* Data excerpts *
**********

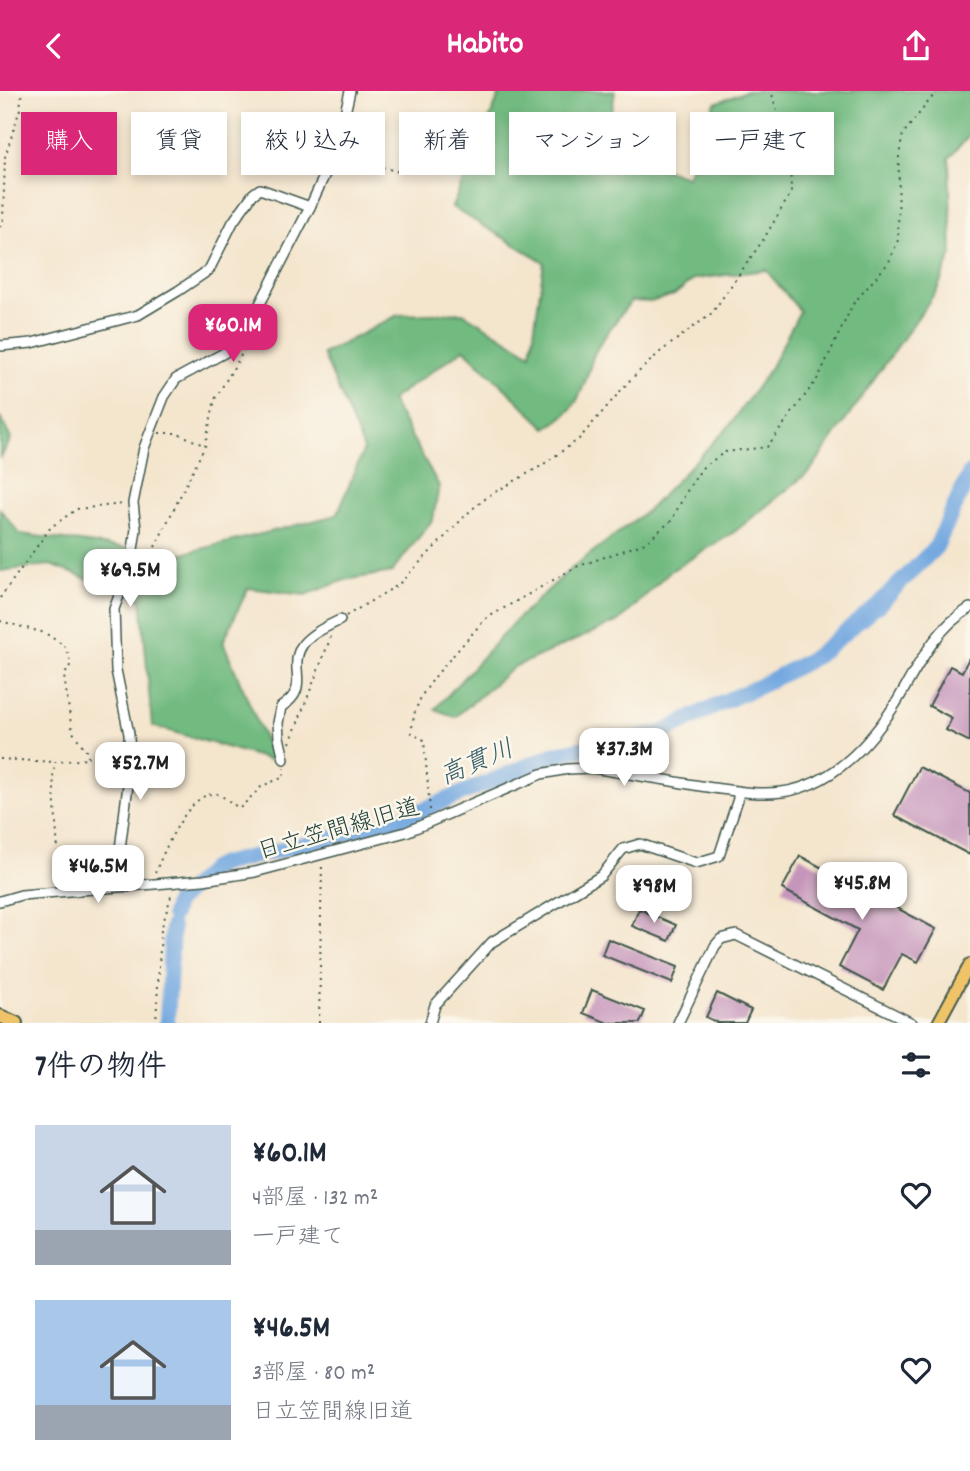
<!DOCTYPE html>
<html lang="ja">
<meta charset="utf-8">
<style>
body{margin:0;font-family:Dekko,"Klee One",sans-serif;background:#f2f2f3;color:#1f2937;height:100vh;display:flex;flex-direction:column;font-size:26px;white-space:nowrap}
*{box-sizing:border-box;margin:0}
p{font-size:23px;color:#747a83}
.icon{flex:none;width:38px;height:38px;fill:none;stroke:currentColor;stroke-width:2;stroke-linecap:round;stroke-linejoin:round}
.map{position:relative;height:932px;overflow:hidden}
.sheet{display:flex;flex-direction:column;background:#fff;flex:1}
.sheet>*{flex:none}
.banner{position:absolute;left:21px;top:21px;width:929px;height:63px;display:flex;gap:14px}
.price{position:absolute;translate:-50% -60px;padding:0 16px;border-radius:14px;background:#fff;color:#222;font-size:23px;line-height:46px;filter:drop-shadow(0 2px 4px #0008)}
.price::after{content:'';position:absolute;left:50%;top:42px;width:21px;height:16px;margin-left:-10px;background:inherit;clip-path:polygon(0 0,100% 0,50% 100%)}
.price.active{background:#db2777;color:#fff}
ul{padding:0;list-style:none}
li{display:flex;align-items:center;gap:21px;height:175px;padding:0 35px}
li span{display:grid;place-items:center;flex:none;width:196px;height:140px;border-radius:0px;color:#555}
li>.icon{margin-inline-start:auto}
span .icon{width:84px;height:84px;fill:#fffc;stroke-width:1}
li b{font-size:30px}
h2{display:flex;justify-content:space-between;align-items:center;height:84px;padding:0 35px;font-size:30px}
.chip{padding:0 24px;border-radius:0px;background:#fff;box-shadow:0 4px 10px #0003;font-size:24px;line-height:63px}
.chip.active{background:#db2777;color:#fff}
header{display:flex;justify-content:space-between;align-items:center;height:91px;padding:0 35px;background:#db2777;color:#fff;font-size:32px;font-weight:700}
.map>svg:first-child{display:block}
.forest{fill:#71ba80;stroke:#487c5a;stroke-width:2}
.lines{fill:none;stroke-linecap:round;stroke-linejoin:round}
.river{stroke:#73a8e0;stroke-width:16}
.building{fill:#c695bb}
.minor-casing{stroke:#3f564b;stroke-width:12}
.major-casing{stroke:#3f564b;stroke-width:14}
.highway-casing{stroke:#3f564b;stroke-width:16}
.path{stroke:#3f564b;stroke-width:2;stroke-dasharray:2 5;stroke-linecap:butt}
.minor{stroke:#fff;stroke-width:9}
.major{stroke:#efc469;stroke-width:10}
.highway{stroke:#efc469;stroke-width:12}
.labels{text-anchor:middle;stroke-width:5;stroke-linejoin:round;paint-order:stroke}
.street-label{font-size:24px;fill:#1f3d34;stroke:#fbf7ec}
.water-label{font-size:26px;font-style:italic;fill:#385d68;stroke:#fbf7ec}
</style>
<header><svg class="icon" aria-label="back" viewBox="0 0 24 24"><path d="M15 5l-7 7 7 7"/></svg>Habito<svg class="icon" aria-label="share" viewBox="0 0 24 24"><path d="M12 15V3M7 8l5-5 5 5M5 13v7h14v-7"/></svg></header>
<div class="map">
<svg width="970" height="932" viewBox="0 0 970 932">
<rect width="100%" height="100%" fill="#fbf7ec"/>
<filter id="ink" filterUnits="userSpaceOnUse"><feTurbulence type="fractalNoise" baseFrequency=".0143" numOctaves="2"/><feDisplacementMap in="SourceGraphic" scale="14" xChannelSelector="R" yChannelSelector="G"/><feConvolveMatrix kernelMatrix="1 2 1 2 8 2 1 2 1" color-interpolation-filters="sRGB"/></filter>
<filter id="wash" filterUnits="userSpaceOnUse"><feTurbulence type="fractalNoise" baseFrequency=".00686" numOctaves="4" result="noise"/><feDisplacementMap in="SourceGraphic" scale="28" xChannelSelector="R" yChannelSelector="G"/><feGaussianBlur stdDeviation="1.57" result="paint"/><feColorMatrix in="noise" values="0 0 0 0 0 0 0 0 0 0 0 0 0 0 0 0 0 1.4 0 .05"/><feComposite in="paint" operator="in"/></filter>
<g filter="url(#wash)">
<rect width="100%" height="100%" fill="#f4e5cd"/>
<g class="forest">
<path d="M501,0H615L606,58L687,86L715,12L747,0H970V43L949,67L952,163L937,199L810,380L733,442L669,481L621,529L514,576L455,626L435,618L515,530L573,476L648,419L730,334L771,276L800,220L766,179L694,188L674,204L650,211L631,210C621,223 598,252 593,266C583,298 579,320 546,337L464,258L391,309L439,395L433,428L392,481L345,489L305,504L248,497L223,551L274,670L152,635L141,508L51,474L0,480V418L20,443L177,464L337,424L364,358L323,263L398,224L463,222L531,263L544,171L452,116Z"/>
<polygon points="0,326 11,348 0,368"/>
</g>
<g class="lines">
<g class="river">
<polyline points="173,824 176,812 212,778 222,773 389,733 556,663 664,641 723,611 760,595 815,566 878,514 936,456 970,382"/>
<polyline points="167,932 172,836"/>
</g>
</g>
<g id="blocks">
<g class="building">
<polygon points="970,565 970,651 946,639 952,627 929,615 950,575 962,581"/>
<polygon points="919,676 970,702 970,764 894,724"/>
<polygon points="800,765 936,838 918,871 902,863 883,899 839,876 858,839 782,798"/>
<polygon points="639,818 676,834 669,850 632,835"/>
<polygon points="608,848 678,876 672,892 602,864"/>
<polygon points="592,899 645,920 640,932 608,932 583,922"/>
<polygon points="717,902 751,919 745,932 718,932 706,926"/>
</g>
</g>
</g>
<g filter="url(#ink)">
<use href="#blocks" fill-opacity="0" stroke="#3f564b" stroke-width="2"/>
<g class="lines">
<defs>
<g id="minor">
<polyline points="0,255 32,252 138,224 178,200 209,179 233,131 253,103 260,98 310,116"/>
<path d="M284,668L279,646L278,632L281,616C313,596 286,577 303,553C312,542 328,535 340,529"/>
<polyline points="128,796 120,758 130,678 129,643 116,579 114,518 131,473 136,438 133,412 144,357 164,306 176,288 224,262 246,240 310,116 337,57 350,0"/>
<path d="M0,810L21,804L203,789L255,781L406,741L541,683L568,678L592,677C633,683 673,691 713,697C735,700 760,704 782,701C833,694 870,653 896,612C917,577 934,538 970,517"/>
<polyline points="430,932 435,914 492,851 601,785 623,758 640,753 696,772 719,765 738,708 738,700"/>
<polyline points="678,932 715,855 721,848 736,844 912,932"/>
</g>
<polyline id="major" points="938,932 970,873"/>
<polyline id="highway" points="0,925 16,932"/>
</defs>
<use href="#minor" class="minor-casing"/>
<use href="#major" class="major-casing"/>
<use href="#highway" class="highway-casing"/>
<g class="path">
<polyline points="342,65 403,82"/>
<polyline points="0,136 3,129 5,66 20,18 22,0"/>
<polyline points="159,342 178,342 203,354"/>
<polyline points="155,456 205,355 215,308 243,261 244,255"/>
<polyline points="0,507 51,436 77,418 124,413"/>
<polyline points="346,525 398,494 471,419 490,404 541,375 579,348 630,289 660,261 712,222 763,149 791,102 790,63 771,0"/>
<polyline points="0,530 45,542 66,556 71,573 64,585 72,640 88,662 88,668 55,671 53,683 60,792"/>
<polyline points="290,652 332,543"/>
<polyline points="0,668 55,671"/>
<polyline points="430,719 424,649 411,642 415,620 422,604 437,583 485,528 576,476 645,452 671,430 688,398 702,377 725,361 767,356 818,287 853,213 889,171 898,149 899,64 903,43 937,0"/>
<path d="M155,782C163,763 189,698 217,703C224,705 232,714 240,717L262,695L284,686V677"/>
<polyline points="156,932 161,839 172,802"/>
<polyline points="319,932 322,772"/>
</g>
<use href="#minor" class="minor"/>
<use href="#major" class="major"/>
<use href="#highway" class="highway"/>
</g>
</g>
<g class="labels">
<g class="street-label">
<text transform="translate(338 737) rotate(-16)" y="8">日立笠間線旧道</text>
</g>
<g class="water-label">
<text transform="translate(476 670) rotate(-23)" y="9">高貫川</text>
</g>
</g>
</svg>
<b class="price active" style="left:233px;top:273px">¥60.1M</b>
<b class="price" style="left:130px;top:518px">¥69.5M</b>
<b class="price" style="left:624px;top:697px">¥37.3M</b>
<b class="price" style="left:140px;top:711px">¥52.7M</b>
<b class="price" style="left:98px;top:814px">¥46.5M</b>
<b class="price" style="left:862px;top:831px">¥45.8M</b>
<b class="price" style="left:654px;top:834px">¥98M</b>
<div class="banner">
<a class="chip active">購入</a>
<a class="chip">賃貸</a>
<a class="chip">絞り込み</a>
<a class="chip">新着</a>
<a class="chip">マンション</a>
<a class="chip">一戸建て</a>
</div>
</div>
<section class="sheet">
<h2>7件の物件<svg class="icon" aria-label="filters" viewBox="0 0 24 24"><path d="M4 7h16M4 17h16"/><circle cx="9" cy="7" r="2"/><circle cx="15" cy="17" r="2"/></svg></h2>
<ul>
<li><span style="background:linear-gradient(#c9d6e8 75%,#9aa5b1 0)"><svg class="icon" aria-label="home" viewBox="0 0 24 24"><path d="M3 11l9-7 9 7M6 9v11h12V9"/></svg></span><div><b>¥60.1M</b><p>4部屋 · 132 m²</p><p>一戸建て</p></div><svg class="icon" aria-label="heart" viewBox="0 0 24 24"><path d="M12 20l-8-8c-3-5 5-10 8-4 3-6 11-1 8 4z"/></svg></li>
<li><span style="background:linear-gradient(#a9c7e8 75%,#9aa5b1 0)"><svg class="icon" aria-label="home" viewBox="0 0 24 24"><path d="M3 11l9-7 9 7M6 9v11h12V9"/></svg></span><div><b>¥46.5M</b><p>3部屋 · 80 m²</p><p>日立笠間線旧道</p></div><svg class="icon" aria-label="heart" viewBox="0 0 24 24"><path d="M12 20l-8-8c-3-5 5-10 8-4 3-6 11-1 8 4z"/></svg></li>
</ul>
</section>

**********

* What you are asked to do *
Copy each line of the records that contains the word "blocks".

* Response to the exercise *
<g id="blocks">
<use href="#blocks" fill-opacity="0" stroke="#3f564b" stroke-width="2"/>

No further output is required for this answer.